ACTIVITY:
The word "above" may appear in some lines of the data; copy every such line.

======== DATA FOR THIS TASK

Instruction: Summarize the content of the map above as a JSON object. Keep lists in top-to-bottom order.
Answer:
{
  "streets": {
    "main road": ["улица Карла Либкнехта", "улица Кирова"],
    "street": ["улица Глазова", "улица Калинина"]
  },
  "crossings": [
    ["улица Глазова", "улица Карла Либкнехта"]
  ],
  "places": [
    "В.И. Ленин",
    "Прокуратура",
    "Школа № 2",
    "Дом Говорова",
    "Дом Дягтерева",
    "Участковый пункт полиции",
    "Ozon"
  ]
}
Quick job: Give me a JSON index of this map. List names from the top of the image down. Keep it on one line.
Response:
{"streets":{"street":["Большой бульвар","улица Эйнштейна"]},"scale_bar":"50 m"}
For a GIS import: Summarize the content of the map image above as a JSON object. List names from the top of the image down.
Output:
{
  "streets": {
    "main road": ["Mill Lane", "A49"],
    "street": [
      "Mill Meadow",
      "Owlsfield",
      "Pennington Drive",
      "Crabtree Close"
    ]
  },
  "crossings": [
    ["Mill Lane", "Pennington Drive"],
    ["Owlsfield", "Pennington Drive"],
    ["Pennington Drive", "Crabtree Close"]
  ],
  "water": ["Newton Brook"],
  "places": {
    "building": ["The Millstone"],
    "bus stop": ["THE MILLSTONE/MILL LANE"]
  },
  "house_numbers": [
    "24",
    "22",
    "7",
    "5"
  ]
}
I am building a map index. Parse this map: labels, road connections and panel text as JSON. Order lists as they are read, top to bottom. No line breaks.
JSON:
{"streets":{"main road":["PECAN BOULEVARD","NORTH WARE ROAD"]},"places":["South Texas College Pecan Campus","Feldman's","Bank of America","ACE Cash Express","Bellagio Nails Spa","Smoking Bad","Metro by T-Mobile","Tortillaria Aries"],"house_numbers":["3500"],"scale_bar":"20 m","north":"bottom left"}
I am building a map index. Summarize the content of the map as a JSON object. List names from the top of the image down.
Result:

================

SOLUTION FOR THIS TASK:
Instruction: Summarize the content of the map above as a JSON object. Keep lists in top-to-bottom order.
For a GIS import: Summarize the content of the map image above as a JSON object. List names from the top of the image down.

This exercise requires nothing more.